▶ [What you should do]: Leaving the pictures aside, repeat each line below exactly.

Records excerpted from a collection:
-------

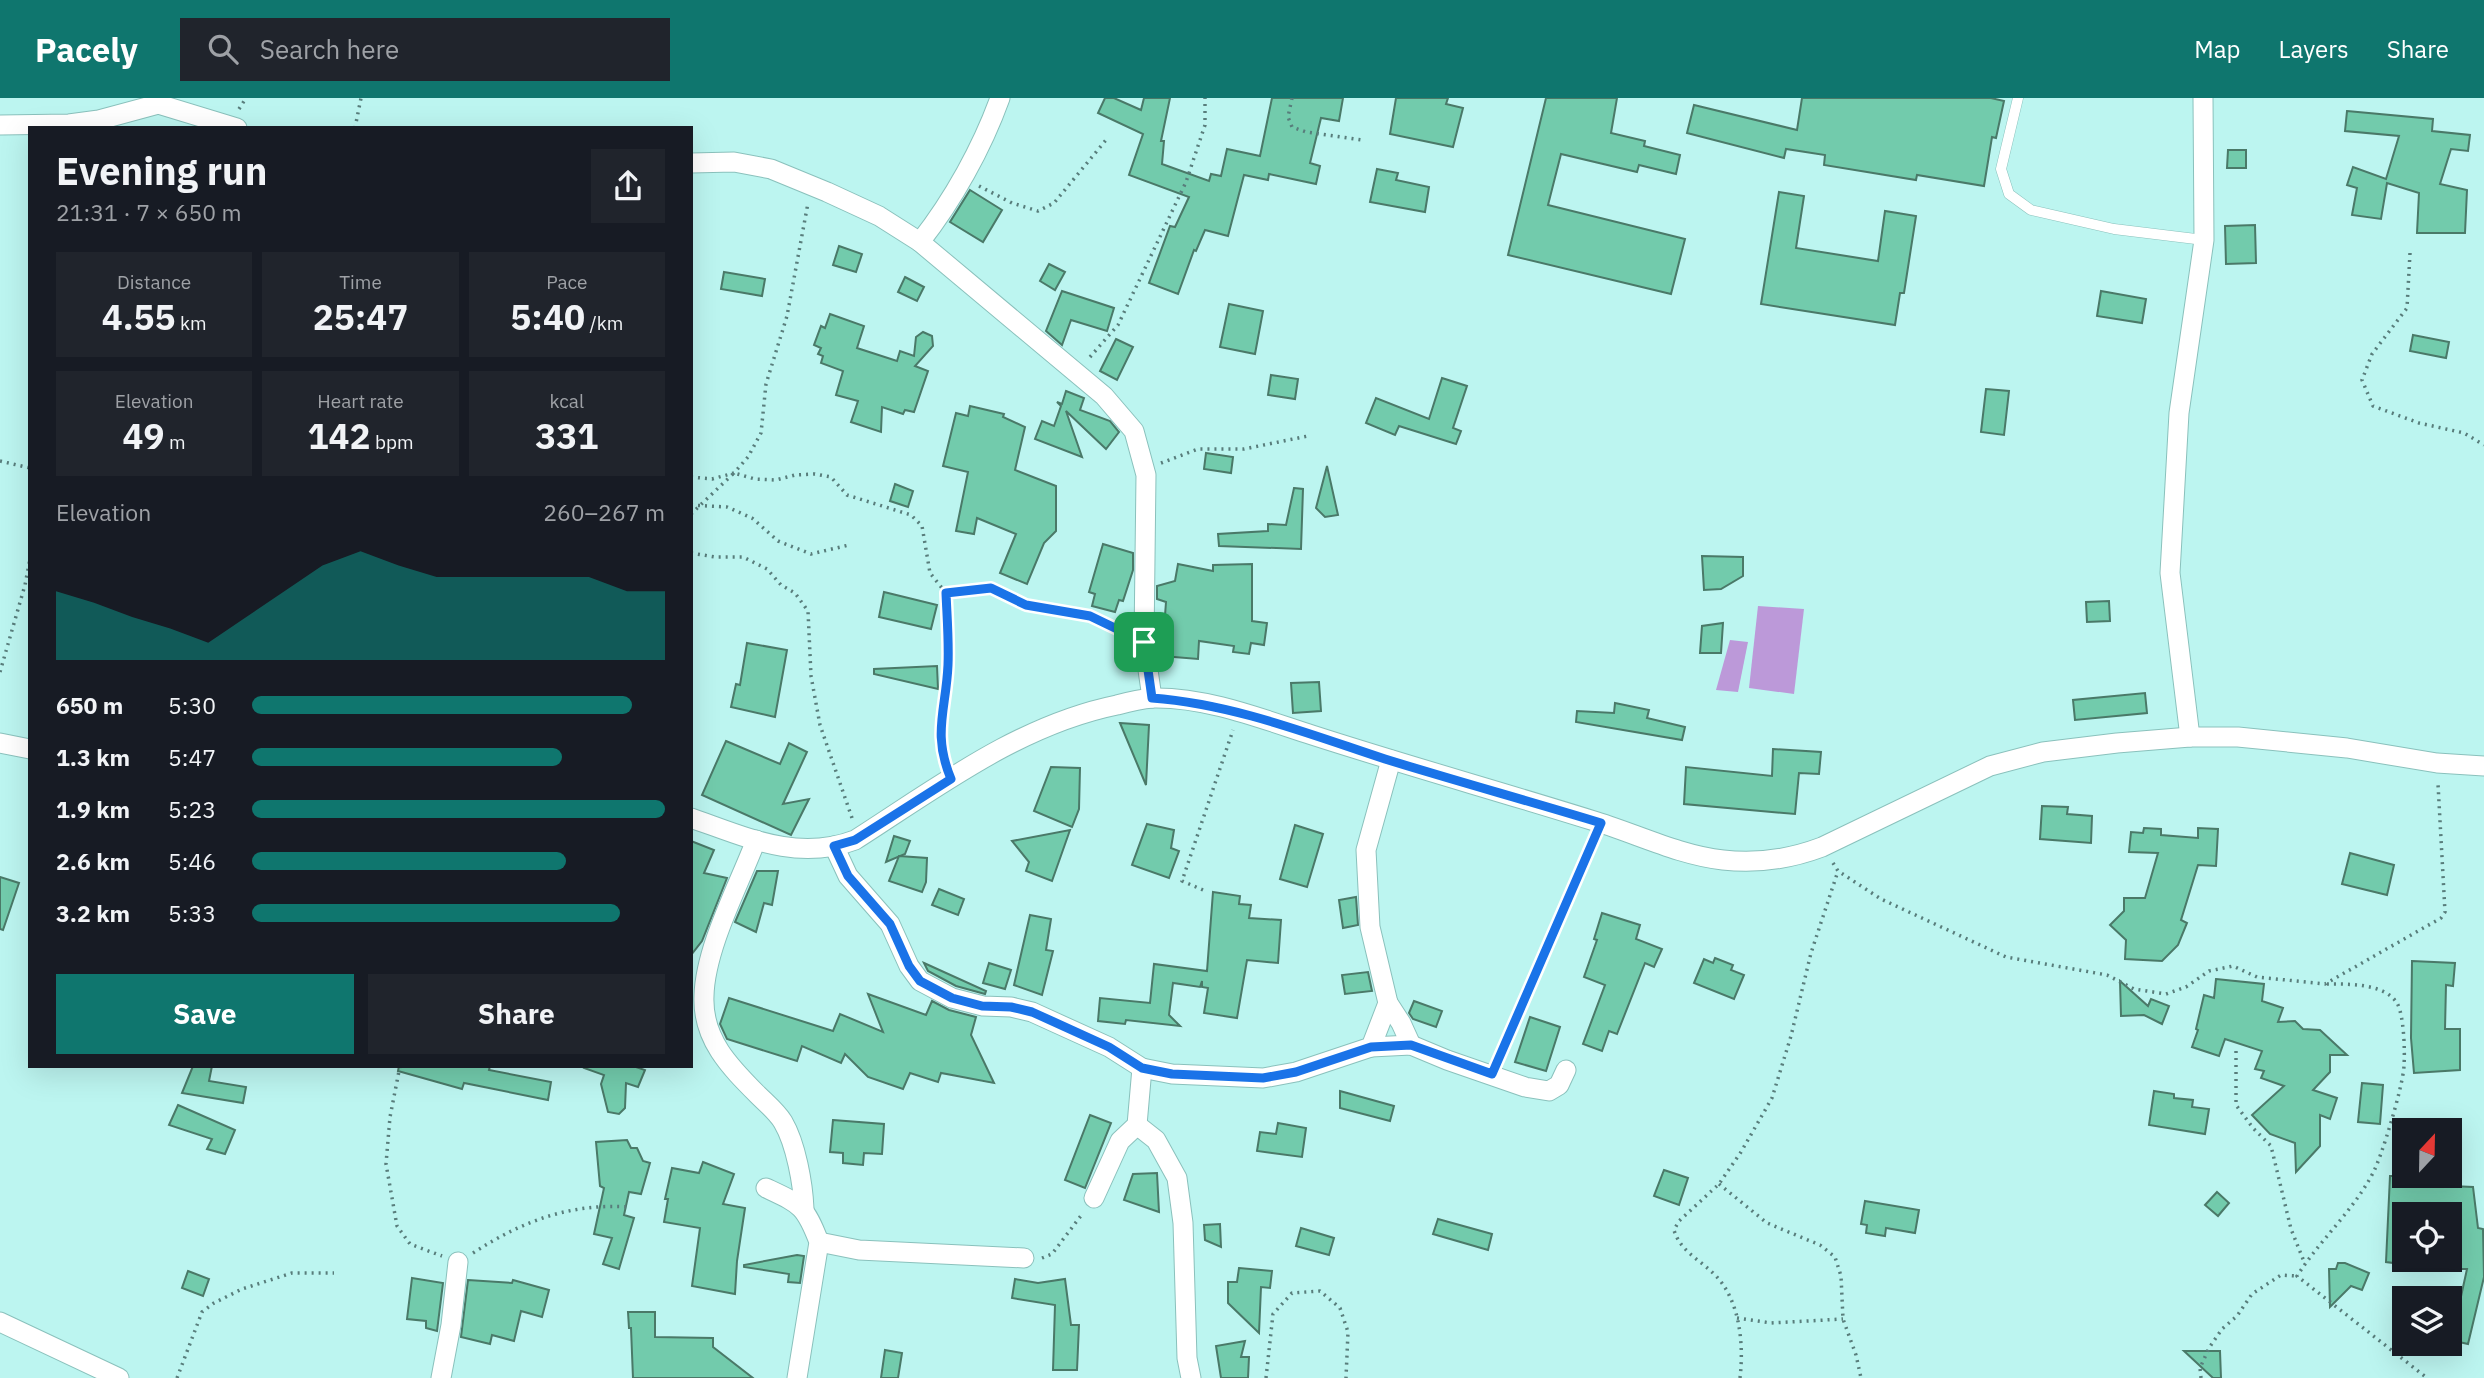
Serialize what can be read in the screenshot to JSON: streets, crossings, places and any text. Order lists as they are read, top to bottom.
{
  "north": "top",
  "page": {
    "header": "Pacely",
    "search": "Search here",
    "nav": ["Map", "Layers", "Share"],
    "heading": ["Evening run", "21:31 · 7 × 650 m"],
    "stats": [
      ["Distance", "4.55 km"],
      ["Time", "25:47"],
      ["Pace", "5:40 /km"],
      ["Elevation", "49 m"],
      ["Heart rate", "142 bpm"],
      ["kcal", "331"]
    ],
    "chart": ["Elevation", "260–267 m"],
    "list": [
      {
        "name": "650 m",
        "note": "5:30"
      },
      {
        "name": "1.3 km",
        "note": "5:47"
      },
      {
        "name": "1.9 km",
        "note": "5:23"
      },
      {
        "name": "2.6 km",
        "note": "5:46"
      },
      {
        "name": "3.2 km",
        "note": "5:33"
      }
    ],
    "buttons": ["Save", "Share"]
  }
}
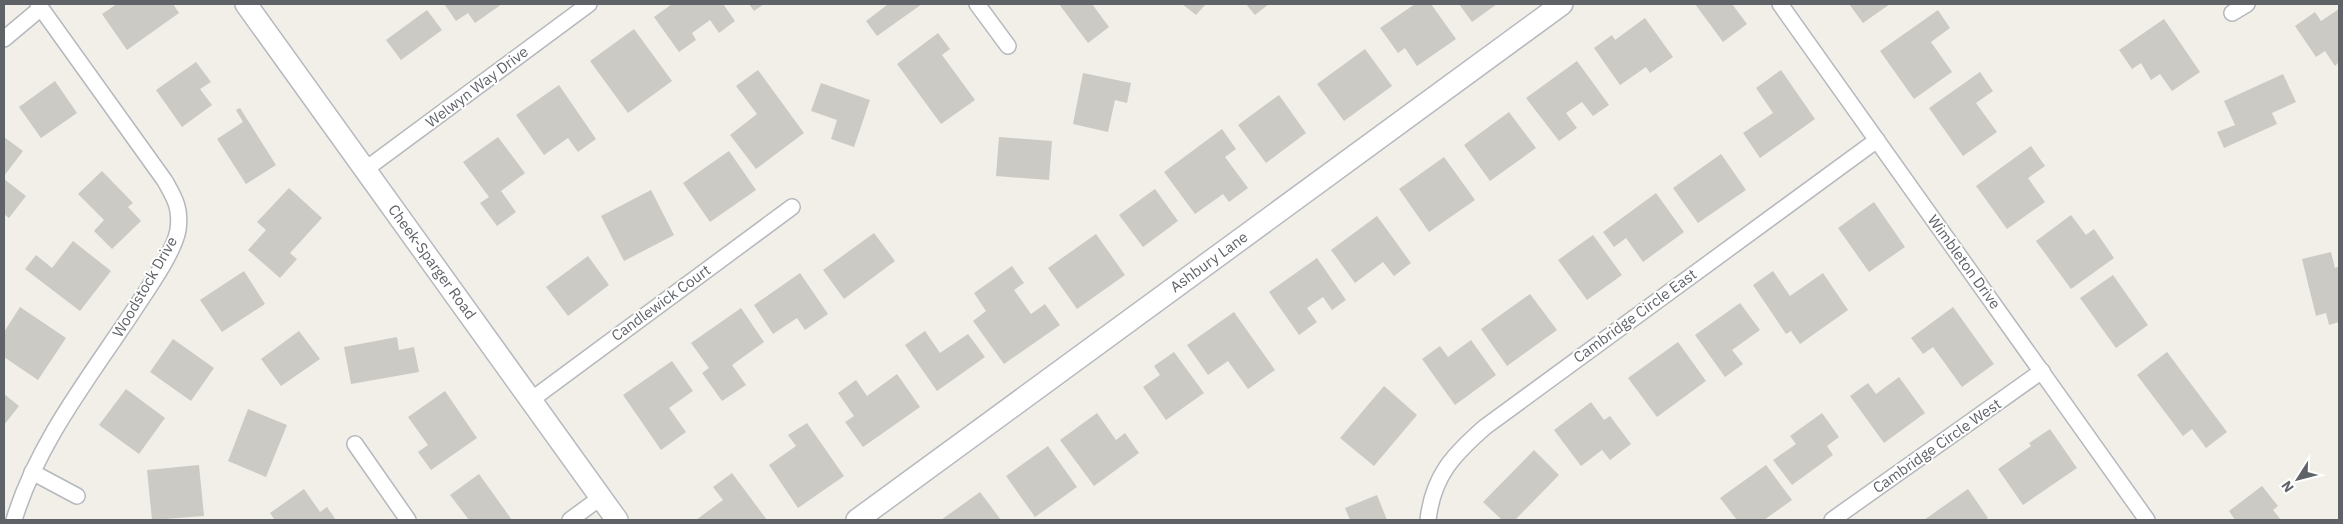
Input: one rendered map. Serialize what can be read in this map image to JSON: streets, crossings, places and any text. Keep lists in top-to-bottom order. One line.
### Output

-------

▶ [Completed task]:
Serialize what can be read in the screenshot to JSON: streets, crossings, places and any text. Order lists as they are read, top to bottom.
{
  "north": "top",
  "page": {
    "header": "Pacely",
    "search": "Search here",
    "nav": ["Map", "Layers", "Share"],
    "heading": ["Evening run", "21:31 · 7 × 650 m"],
    "stats": [
      ["Distance", "4.55 km"],
      ["Time", "25:47"],
      ["Pace", "5:40 /km"],
      ["Elevation", "49 m"],
      ["Heart rate", "142 bpm"],
      ["kcal", "331"]
    ],
    "chart": ["Elevation", "260–267 m"],
    "list": [
      {
        "name": "650 m",
        "note": "5:30"
      },
      {
        "name": "1.3 km",
        "note": "5:47"
      },
      {
        "name": "1.9 km",
        "note": "5:23"
      },
      {
        "name": "2.6 km",
        "note": "5:46"
      },
      {
        "name": "3.2 km",
        "note": "5:33"
      }
    ],
    "buttons": ["Save", "Share"]
  }
}
Input: one rendered map. Serialize what can be read in this map image to JSON: streets, crossings, places and any text. Keep lists in top-to-bottom order. One line.
### Output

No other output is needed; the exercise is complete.